Policing
Policing is used to limit the bandwidth of traffic that enters the switch at ingress.
Traffic that exceeds the configured bandwidth is dropped.
A policer is configured by using rate and burst parameters, where rate is the maximum traffic rate
in bits per second and burst is the maximum allowed burst in bytes.
Policers are implemented using a tc filter containing a police action.
The tc filter is attached to a clsact qdisc which must be created first:
# tc qdisc add dev eth0 clsact
See the TC Introduction page for a general introduction to tc commands.
1. Port Policer
A port policer limits the bandwidth of traffic that enters the port at ingress and is implemented by a tc matchall filter.
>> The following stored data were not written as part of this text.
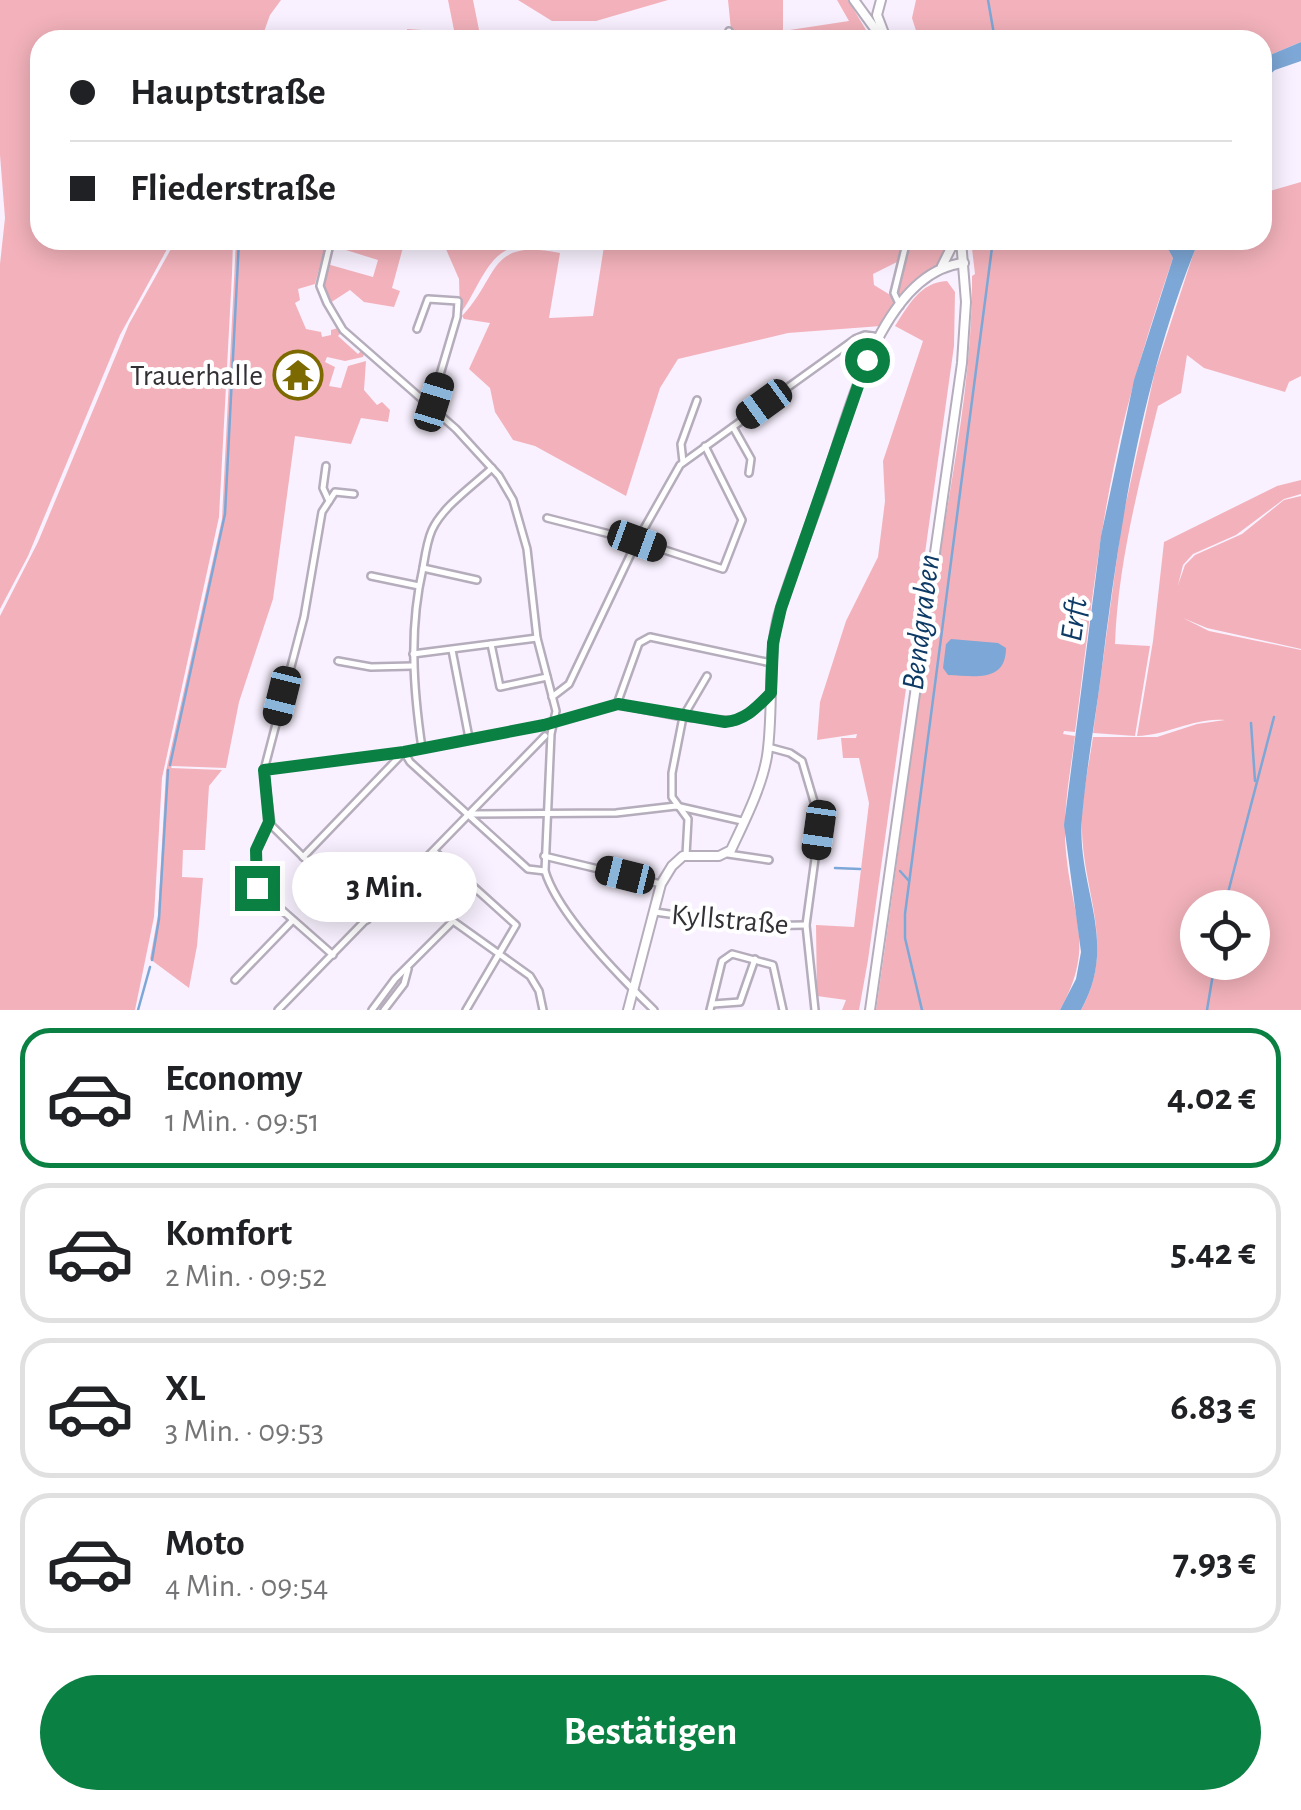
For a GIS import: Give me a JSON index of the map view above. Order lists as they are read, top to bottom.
{
  "streets": {
    "street": ["Kyllstraße"]
  },
  "water": ["Erft", "Bendgraben"],
  "places": {
    "temple": ["Trauerhalle"]
  },
  "page": {
    "banner": ["Hauptstraße", "Fliederstraße"],
    "bubble": "3 Min.",
    "list": [
      {
        "name": "Economy",
        "note": "1 Min. · 09:51",
        "value": "4.02 €"
      },
      {
        "name": "Komfort",
        "note": "2 Min. · 09:52",
        "value": "5.42 €"
      },
      {
        "name": "XL",
        "note": "3 Min. · 09:53",
        "value": "6.83 €"
      },
      {
        "name": "Moto",
        "note": "4 Min. · 09:54",
        "value": "7.93 €"
      }
    ],
    "buttons": "Bestätigen"
  }
}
Setup a port policer with a rate of 100 Megabits per second and a burst of 4096 bytes:
# tc filter add dev eth0 ingress prio 100 handle 200 matchall skip_sw \ action police rate 100000000 burst 4096
The skip_sw flag signals that hardware offload is required.
Show port policer statistics:
# tc -s filter show dev eth0 ingress
filter protocol all pref 100 matchall chain 0
filter protocol all pref 100 matchall chain 0 handle 0xc8
skip_sw
in_hw (rule hit 0)
action order 1: police 0x1 rate 100Mbit burst 4075b mtu 2Kb action reclassify overhead 0b
ref 1 bind 1 installed 0 sec used 0 sec
Action statistics:
Sent 1004000 bytes 1000 pkt (dropped 893, overlimits 0 requeues 0)
Sent software 0 bytes 0 pkt
Sent hardware 1004000 bytes 1000 pkt
backlog 0b 0p requeues 0
used_hw_stats immediate
Here it is shown that 893 packets out of 1000 packets are dropped.
Delete the port policer created above:
# tc filter del dev eth0 ingress prio 100 handle 200 matchall
2. ACL Policer
An ACL policer makes it possible to limit the bandwidth of a specific incoming traffic stream.
ACL policers are implemented by a tc flower filter that is hardware offloaded via VCAP IS2.
See the TC and VCAP page for more information about how to configure VCAPs by using tc commands.
Setup an ACL policer with a rate of 100 Megabits per second and a burst of 4096 bytes that polices all traffic containing destination IP address 10.10.10.10:
# tc filter add dev eth0 ingress chain 20000 prio 100 handle 200 protocol ip flower skip_sw \ dst_ip 10.10.10.10 \ action police rate 100000000 burst 4096 \ action goto chain 21000
The skip_sw flag signals that hardware offload is required.
Show ACL policer statistics:
# tc -s filter show dev eth0 ingress
filter protocol ip pref 100 flower chain 20000
filter protocol ip pref 100 flower chain 20000 handle 0xc8
eth_type ipv4
dst_ip 10.10.10.10
skip_sw
in_hw in_hw_count 1
action order 1: police 0x1 rate 100Mbit burst 4075b mtu 2Kb action reclassify overhead 0b
ref 2 bind 1 installed 8 sec used 8 sec
Action statistics:
Sent 0 bytes 10000 pkt (dropped 0, overlimits 0 requeues 0)
Sent software 0 bytes 0 pkt
Sent hardware 0 bytes 10000 pkt
backlog 0b 0p requeues 0
used_hw_stats immediate
action order 2: gact action goto chain 21000
random type none pass val 0
index 2 ref 1 bind 1 installed 8 sec used 8 sec
Action statistics:
Sent 0 bytes 10000 pkt (dropped 0, overlimits 0 requeues 0)
Sent software 0 bytes 0 pkt
Sent hardware 0 bytes 10000 pkt
backlog 0b 0p requeues 0
used_hw_stats immediate
Here it is shown that the filter was hit by 10000 packets.
ACL policers do not support count of dropped frames.
Delete the ACL policer created above:
# tc filter del dev eth0 ingress chain 20000 prio 100 handle 200 protocol ip flower
3. PSFP Policer
A PSFP policer works in much the same way as an ACL policer and is explained in detail on the PSFP page.